I’ve been using mastodon for a month or two now. I never used twitter but thought I’d try it out for fun since I love this new fediverse experiment.
Then my mastodon instance started experiencing some downtime and I wondered what happens in this scenario. It seems if the goal is to have lots of smaller instances and decentralize social media, then instances, particularly those not run a big companies (who can reliably fund things for years on end and sell ad space on their platforms), will come and go and users will lose their identity or home base each time this happens along with all their followers and their connection to the wider social graph. This seems not great.
It seems that nostr might actually be a fix for this. In nostr:
- You publish to multiple relays (essentially instances) and anybody from any relay can follow you.
- Your messages are signed by your key so you can prove they are authentic.
- If your relay goes down, people can still follow you via other relays
- You can change between relays without losing your identity. Your post history and followers follow you, not [email protected].
Doing some reading, it seems people’s main criticisms of nostr are:
- Interface isn’t as pretty. Looks like this has come leaps and bounds in the past six months but of course could always use more work
- Populated by crypto bros. This seems like not an issue long-term, there’s plenty of crypto bros on mastodon, you can just not follow them if you don’t want to see them. The idea that you can “tip” with a tweet or whatever nostr’s term for that is seems pretty interesting.
Basically, at a protocol level, nostr seems better in some important ways and the cons don’t seem protocol related but userbase and UI related.
What am I missing on the pros/cons list? Anybody got experiences to share?
I’m not sure what this “wider social graph” you mention is, but you don’t really lose your identity - you verify it with external website, so it’s easy to switch the pointer to a new identity (I’ve been around since 2017 and I instance-hop often, I go back and delete old accounts couple of times per year)
Losing followers - well yeah, that sucks if your livelihood depends on your social media reach and patronage, but in that case, you should probably have a more solid base for all your social contacts, random Mastodon instance is probably not the best choice.
You do lose your identity though. If your instance suddenly disappears you have to start from step zero. You have no followers, you follow nobody, and nobody knows you exist. By social graph I mean your connections to others which mastodon facilitates (a list of people you follow and the connection so that others follow you) plus the entirety of the content you have posted since you started your account, your DMs, etc. Losing your social graph isn’t an inconvenience, it’s losing the totality of the features mastodon gives you as a user all at once. Social media connections are important for people socially, in the job market, etc. Those connections are meaningful. On a network-wide level, it’s frustrating for users to be following people and then just have those people vanish off the face of the earth because their instance died. It’s terrible UX.
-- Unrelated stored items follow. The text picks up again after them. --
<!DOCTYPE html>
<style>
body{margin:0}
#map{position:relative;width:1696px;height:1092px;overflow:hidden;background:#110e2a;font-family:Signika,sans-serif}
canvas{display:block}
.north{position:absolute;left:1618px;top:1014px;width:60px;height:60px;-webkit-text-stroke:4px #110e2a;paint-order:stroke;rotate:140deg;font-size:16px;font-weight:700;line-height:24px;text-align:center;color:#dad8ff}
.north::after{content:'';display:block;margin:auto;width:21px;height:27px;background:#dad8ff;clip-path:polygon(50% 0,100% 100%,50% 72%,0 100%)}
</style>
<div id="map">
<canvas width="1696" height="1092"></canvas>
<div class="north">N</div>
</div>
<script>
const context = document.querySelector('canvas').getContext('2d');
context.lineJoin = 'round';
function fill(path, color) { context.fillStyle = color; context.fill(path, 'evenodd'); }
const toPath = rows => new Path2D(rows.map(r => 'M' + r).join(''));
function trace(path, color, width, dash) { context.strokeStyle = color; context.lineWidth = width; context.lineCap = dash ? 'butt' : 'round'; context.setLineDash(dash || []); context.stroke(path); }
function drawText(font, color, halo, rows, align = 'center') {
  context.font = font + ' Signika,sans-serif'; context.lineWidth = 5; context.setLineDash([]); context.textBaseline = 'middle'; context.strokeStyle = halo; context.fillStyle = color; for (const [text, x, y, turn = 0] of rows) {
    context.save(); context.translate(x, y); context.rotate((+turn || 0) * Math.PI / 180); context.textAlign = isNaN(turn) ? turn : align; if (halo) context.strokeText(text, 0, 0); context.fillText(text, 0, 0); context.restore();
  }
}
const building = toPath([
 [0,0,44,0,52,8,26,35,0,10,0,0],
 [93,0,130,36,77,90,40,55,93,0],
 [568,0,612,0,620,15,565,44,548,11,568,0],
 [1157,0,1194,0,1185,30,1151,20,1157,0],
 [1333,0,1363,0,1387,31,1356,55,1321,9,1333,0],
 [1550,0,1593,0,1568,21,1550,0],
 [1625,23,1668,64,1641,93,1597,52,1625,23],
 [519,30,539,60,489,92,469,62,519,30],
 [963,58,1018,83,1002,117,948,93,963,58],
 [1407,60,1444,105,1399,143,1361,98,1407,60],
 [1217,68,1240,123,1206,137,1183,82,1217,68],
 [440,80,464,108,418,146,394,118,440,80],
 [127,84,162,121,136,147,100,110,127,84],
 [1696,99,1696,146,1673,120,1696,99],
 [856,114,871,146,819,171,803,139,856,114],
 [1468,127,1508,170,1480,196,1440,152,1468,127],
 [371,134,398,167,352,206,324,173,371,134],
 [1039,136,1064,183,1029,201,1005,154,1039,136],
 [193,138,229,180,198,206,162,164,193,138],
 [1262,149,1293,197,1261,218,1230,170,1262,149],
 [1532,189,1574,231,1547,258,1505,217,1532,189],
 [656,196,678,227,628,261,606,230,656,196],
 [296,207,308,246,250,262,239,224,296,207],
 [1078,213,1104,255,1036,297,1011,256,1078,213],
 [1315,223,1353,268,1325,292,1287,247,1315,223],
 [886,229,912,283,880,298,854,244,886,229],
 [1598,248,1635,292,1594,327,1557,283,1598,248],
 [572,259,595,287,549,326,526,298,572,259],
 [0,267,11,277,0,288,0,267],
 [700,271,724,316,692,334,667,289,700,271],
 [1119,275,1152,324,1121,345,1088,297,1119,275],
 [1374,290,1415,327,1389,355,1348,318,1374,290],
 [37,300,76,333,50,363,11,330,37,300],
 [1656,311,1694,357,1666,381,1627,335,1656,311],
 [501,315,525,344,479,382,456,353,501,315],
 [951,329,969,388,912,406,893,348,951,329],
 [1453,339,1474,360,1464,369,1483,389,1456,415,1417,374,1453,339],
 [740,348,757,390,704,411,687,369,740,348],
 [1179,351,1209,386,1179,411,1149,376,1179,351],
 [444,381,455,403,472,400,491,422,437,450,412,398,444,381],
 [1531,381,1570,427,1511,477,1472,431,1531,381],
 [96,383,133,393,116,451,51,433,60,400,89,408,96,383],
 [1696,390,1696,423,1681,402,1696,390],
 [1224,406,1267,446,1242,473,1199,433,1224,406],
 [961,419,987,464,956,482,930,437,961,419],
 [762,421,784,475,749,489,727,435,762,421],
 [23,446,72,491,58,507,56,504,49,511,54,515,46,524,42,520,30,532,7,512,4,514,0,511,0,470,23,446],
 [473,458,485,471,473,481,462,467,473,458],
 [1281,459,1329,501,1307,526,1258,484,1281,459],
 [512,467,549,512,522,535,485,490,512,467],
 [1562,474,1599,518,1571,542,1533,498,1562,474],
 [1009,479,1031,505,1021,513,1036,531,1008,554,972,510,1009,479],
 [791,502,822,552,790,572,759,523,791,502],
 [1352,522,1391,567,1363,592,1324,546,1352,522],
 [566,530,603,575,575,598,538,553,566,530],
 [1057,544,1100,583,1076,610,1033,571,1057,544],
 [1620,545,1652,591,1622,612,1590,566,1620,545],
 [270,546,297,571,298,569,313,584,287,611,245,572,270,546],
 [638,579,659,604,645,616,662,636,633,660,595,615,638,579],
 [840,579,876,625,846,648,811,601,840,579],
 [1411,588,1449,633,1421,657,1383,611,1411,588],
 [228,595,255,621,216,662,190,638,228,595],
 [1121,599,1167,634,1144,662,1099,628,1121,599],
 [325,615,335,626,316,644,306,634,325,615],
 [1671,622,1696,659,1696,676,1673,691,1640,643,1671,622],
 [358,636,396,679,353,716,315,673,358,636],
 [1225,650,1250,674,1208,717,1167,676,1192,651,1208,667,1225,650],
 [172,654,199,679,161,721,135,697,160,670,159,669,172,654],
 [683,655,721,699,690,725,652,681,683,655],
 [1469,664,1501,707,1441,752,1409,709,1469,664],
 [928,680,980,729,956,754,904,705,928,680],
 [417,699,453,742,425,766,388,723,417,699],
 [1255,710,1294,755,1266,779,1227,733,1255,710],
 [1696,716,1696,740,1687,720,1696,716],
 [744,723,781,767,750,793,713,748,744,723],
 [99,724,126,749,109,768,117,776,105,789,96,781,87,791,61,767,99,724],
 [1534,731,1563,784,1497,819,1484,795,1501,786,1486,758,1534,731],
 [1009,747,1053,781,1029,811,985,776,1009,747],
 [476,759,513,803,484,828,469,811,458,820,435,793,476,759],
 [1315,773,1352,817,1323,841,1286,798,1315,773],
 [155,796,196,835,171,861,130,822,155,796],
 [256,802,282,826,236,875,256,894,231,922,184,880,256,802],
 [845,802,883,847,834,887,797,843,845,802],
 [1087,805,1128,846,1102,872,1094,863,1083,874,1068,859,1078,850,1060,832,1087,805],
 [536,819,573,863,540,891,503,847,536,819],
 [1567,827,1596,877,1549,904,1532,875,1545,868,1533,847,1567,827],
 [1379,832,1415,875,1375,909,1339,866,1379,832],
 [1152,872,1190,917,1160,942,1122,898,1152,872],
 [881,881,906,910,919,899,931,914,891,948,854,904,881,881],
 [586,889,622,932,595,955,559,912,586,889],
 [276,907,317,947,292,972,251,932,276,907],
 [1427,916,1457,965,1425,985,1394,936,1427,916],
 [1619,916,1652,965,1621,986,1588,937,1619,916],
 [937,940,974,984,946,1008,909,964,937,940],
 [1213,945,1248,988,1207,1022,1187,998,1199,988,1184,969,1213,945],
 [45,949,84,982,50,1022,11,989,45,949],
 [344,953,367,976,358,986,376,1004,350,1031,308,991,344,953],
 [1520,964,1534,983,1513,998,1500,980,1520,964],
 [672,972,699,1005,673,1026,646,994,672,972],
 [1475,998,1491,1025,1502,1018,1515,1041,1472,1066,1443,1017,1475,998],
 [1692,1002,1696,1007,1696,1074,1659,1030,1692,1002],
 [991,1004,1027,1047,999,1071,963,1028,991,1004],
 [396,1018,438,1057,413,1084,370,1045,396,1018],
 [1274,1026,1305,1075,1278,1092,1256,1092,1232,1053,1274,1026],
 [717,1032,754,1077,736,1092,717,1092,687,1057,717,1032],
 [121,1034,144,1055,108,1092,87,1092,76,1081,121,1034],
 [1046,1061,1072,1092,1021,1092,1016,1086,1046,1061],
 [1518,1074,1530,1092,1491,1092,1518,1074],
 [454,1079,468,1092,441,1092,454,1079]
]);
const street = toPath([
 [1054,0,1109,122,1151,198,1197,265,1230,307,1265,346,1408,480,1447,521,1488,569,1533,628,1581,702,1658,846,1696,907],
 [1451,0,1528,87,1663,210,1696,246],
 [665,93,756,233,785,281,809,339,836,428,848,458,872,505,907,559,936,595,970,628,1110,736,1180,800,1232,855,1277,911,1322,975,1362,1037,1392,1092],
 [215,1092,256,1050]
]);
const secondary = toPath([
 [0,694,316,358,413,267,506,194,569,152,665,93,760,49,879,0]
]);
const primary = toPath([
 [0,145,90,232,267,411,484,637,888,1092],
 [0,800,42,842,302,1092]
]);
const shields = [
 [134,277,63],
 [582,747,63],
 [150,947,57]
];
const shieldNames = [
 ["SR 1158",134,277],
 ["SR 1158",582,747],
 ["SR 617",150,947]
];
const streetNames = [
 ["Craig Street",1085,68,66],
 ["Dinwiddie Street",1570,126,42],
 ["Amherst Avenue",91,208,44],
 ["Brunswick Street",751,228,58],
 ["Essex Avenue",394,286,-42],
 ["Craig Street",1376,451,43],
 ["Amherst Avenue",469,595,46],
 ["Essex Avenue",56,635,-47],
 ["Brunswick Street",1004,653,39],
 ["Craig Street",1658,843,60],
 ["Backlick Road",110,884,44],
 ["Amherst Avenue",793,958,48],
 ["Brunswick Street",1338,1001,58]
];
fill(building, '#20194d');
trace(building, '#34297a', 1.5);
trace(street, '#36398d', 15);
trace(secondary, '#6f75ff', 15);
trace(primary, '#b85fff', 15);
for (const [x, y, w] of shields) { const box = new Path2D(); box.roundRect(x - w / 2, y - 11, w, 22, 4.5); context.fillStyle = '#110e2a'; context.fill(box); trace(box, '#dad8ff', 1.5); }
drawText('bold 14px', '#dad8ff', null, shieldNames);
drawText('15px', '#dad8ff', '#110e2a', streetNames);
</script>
You can no longer tweet as the “old you” and as far as anybody else knows, “new you” is a different person pretending to be “old you” unless they authenticate you in some other way and that’s a major pain.
I don’t think the ultimate solution is just “pick a stable instance”. All instances will eventually experience instability or close, what happens to those users when they do? An account should be 100% portable between instances. And ideally, a somewhat automatic mechanism should be in place so that recovering from an instance loss isn’t hard.
I know this fediverse stuff is in its infancy, I know we’ll get all these problems figured out in time.
You can import/export most things to CSV (follows, lists, blocks etc)
This way it’s easy to set up a new account on new server (as I said, I’ve been instance hopping for a long time).
You can also download your media archive in its entirety. And you should.
You should also turn on scheduled deletion of your old posts. You don’t really want to leave >6 month old messages behind you. You don’t have to lose your stuff, just stick the archive somewhere safe (local disk, or dropbox, whatever). These are all standard Mastodon features.
You should always authenticate yourself on Mastodon if you’re “serious” about your identity. It’s very easy to do and re-pointing it to your new “official” identity is just one line of HTML.
Mastodon has also feature for moving instances and forwarding your old identity to your new one.
If your instance admin suddenly disappears and shuts down the service, it’s a pain, but obviously you run the same risk with any commercial company shutting down your account without notice or recourse to re-open it. So keeping regular backups of your data is a good idea, the import/export tools are there.
The only thing that isn’t automatic is followers. And if your followers are a huge concern (for example, part of your livelihood/patronage) you should probably adopt a multi-platform social media strategy anyway. This way you can always reach your followers, no matter what happens to Twitter or Mastodon (or whatever network). You should be on ALL the networks.
But for most people who are not “content creators” the amount of followers isn’t really very relevant. It doesn’t mean anything. The quality of the discussions is important. And you can participate in discussions without any followers. It’s not like other commercial networks where the algorithm squelches you if you don’t have enough “clout”. You don’t need followers to discuss with people on Mastodon.
Plus: if you are that dependent on you followers maybe it’s a good idea to be self hosted or at least choose a reliable instance.